** What is needed **
Every line that holds the word "grid" needs to be copied from the data below.

** Data provided **

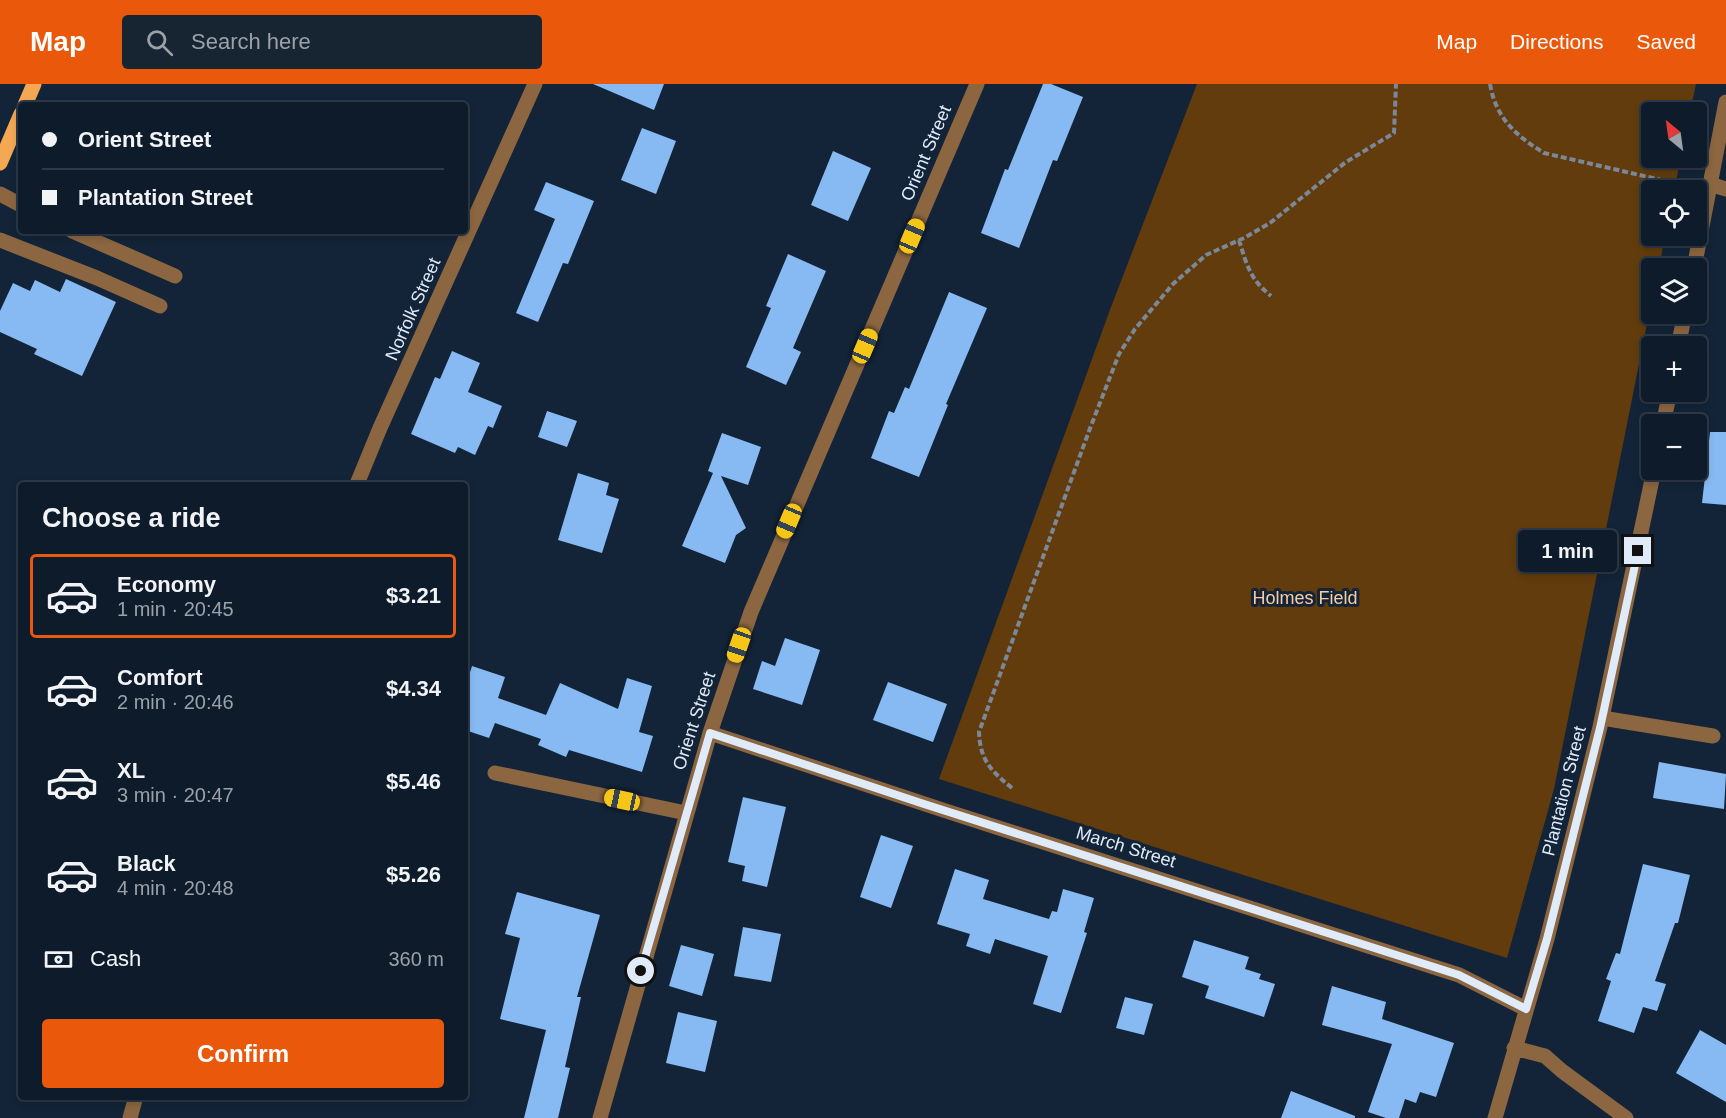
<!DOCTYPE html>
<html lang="en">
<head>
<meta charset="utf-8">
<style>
  :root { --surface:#0e1b2a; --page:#172432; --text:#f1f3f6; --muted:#9ba1a8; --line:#2e3947; --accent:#ea580c }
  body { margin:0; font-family:Arial,sans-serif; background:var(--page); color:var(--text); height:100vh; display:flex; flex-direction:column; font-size:22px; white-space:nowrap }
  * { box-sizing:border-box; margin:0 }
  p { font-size:20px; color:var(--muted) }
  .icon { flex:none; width:33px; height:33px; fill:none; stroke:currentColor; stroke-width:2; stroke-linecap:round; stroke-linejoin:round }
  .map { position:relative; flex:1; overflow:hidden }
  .details { position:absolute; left:18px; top:398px; width:450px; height:618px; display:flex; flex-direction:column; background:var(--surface); border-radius:6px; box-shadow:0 3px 9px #0003,0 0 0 2px var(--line) }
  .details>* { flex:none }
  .guide { position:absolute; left:18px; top:18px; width:450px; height:132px; border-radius:6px; box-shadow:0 3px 9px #0003,0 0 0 2px var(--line); display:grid; align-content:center; height:132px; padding:0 24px; background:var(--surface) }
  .needle { width:39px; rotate:331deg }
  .tools { position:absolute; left:1641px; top:18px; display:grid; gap:12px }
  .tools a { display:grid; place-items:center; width:66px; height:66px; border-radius:6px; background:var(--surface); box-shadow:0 3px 9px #0003,0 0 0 2px var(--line); font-size:30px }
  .end { position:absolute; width:27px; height:27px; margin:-14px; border:8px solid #e0ebf9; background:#111; box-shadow:0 0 0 3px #111 }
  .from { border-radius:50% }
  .bubble { position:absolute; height:42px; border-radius:6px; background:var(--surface); box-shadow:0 3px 9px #0003,0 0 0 2px var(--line); font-size:20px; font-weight:700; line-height:42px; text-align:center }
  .car { position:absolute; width:18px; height:36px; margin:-18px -9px; border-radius:8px; box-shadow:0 0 4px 2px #0007; background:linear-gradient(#f5c518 24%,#345 0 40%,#f5c518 0 76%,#345 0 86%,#f5c518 0) }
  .guide b { display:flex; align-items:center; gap:21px; height:57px; font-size:22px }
  .guide b+b { border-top:2px solid var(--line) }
  .guide i { width:15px; height:15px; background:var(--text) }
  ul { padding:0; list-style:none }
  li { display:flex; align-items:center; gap:18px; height:84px; margin:0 12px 9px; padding:0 12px; border:3px solid transparent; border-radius:6px }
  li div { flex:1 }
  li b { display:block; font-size:22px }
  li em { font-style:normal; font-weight:700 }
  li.active { border-color:var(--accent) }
  li>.icon { width:54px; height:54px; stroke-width:1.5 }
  h2 { padding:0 24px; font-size:27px; line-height:72px }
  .pay { display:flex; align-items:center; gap:15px; height:66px; padding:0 24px; font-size:22px }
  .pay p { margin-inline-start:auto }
  .cta { display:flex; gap:12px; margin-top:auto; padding:12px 24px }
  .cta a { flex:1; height:69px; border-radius:6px; background:var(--accent); color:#fff; font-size:24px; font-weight:700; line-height:69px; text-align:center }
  header { display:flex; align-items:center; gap:36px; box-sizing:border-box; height:84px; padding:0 30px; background:var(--accent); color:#fff }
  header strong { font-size:28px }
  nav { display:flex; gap:33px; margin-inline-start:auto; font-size:21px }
  .search { width:420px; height:54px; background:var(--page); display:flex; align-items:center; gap:15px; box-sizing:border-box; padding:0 21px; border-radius:6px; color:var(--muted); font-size:22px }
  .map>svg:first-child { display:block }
  .green { fill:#623c0c }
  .building { fill:#87baf2 }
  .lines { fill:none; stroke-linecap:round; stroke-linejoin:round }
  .path { stroke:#7a8899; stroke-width:4; stroke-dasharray:6 3; stroke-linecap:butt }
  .minor { stroke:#8b6640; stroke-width:15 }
  .major { stroke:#f4a854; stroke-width:15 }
  .route { stroke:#e0ebf9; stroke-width:8 }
  .labels { text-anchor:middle; stroke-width:6; stroke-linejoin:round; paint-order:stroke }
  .street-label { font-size:18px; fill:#e0ebf9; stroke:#132438 }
  .park-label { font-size:18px; fill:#f8cca0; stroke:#132438 }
</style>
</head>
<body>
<header>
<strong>Map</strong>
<div class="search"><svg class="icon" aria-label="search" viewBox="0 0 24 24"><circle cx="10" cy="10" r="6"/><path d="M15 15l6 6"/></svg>Search here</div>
<nav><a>Map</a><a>Directions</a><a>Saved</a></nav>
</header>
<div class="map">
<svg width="1726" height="1034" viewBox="0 0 1726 1034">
  <rect width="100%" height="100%" fill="#132438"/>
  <path class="green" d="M1197 0H1696L1690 28H1652V74H1681L1674 106H1652V152H1665L1659 184H1652L1651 220 1554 705 1507 874 939 695 1111 223Z"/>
  <path class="building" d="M593 0H664L654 26Z
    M1043 0H1051L1083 13 1057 77 1053 76 1019 164 981 149 1005 85 1008 86Z
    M642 44 676 57 656 110 621 96Z
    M833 67 871 84 848 137 811 121Z
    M546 98 594 117 568 180 563 179 538 238 516 229 555 135 534 126Z
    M788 170 826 187 793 264 801 268 786 301 746 283 771 224 766 222Z
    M66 195 116 218 82 292 34 270 37 265 0 248V227L13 199 30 207 35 196 60 208Z
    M949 208 987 224 946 320 948 321 919 393 871 374 889 327 894 329 905 303 909 305Z
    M452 267 480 279 468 308 502 322 493 344 488 342 475 371 458 363 455 369 411 350 435 293 440 295Z
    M547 327 577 337 567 363 538 353Z
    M1710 348H1726V421L1702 419Z
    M722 349 761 363 748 401 721 392 746 444 736 451 725 479 682 462 713 389 708 387Z
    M578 389 609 399 606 411 619 415 602 469 558 456Z
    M785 554 820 566 802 621 753 605 762 577 775 582Z
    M472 582 505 593 498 614 546 631 560 599 618 625 627 594 652 602 639 648 653 652 642 688 569 666 566 673 538 661 541 655 495 639 489 654 465 646V604Z
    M888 598 947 620 933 658 873 636Z
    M1659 678 1726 690 1724 725 1653 714Z
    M743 713 786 723 767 803 742 797 745 782 728 778Z
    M881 751 913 762 891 824 860 813Z
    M1643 780 1690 791 1678 839H1675L1655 897 1666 900 1657 927 1643 923 1634 949 1598 937 1611 897 1606 895 1616 869 1620 870Z
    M955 785 989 796 983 815 1049 835 1052 827 1057 828 1063 805 1094 814 1084 848 1087 849 1061 929 1033 920 1048 872 995 855 990 870 966 862 970 850 937 840Z
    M517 808 600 831 577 913H581L565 983 570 984 558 1034H524L546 946 500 935 520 854 505 850Z
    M743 843 781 850 771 898 734 892Z
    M1194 856 1249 873 1245 885 1261 890 1259 895 1275 900 1264 933 1205 914 1209 902 1182 893Z
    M681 861 714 870 702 912 669 902Z
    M1332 902 1386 918 1382 935 1454 959 1436 1013 1420 1008 1416 1019 1405 1015 1399 1034H1386L1368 1028 1392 960 1322 941Z
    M1125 913 1153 920 1144 951 1116 944Z
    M678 928 717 937 705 988 666 979Z
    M1700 946 1726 961V1018L1676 989Z
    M1291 1007 1355 1032V1034H1281Z"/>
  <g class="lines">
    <path class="path" d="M1490 0C1496 34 1515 51 1544 69L1670 98
      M1239 156C1247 182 1250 195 1271 212
      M1012 704C991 687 980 676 979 648L1089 347 1119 270 1135 245 1173 200 1206 171 1244 154 1270 139 1346 78 1394 49 1396 0"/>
    <path class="minor" d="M1710 100 1726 105
      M0 110 21 121
      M72 147 175 192
      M0 156 97 194 160 222
      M1694 184 1726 18
      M1678 262 1685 230
      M1663 340 1670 308
      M357 400 380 344 535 0
      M1602 634 1713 652
      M710 649 946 727 1459 891 1526 925
      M495 689 686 729
      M1514 964 1545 972 1562 987 1626 1034
      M130 1034 136 1012
      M600 1034 710 649 751 528 977 0
      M1495 1034 1547 855 1600 643 1654 386"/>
    <path class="major" d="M25 21 34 0
      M0 79 21 30"/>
  </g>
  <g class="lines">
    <path class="route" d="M641 887 710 649 924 720 1459 891 1526 925 1547 855 1600 644 1638 467"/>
  </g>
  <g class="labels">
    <g class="street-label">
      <text transform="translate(926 69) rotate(-67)" y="6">Orient Street</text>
      <text transform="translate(413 225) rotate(-66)" y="6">Norfolk Street</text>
      <text transform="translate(694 637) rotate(-72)" y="6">Orient Street</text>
      <text transform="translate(1564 707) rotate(-76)" y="6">Plantation Street</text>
      <text transform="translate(1126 763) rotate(17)" y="6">March Street</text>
    </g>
    <g class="park-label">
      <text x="1305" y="520">Holmes Field</text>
    </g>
  </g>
</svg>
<div class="tools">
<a><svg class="needle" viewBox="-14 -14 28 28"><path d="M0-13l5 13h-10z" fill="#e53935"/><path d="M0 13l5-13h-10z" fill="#9ba1a8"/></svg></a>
<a><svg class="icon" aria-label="locate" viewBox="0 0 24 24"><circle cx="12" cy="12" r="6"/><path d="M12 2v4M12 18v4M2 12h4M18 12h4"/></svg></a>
<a><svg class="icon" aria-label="layers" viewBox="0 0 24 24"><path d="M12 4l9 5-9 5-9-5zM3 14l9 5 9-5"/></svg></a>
<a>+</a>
<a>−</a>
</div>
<i class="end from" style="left:641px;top:887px"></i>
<i class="end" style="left:1638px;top:467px"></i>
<div class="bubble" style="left:1518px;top:446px;width:99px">1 min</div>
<i class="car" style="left:912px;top:152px;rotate:23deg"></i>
<i class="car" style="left:865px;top:262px;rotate:23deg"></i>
<i class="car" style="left:789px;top:437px;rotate:203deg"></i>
<i class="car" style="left:739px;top:561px;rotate:199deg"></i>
<i class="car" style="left:622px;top:716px;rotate:282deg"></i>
<div class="guide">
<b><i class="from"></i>Orient Street</b>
<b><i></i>Plantation Street</b>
</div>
<section class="details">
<h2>Choose a ride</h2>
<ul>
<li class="active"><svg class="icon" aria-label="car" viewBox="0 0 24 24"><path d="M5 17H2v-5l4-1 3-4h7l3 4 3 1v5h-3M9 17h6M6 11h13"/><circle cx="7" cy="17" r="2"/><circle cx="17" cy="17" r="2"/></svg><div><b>Economy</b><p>1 min · 20:45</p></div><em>$3.21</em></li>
<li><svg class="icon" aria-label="car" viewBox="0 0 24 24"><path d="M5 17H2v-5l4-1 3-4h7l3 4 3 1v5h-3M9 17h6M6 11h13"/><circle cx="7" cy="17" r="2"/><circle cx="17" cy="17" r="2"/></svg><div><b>Comfort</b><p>2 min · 20:46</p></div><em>$4.34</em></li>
<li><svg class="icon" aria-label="car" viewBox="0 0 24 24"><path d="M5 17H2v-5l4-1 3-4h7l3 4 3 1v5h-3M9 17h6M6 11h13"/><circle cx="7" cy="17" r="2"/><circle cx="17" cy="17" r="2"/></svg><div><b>XL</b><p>3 min · 20:47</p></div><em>$5.46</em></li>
<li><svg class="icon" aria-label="car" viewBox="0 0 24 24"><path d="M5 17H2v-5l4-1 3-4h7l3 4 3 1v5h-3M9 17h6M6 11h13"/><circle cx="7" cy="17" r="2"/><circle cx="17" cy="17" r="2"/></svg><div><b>Black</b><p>4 min · 20:48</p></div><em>$5.26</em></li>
</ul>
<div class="pay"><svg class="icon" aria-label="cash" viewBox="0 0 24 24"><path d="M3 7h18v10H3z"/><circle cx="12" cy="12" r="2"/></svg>Cash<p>360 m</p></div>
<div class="cta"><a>Confirm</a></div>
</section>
</div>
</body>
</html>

** Task answer **
  .guide { position:absolute; left:18px; top:18px; width:450px; height:132px; border-radius:6px; box-shadow:0 3px 9px #0003,0 0 0 2px var(--line); display:grid; align-content:center; height:132px; padding:0 24px; background:var(--surface) }
  .tools { position:absolute; left:1641px; top:18px; display:grid; gap:12px }
  .tools a { display:grid; place-items:center; width:66px; height:66px; border-radius:6px; background:var(--surface); box-shadow:0 3px 9px #0003,0 0 0 2px var(--line); font-size:30px }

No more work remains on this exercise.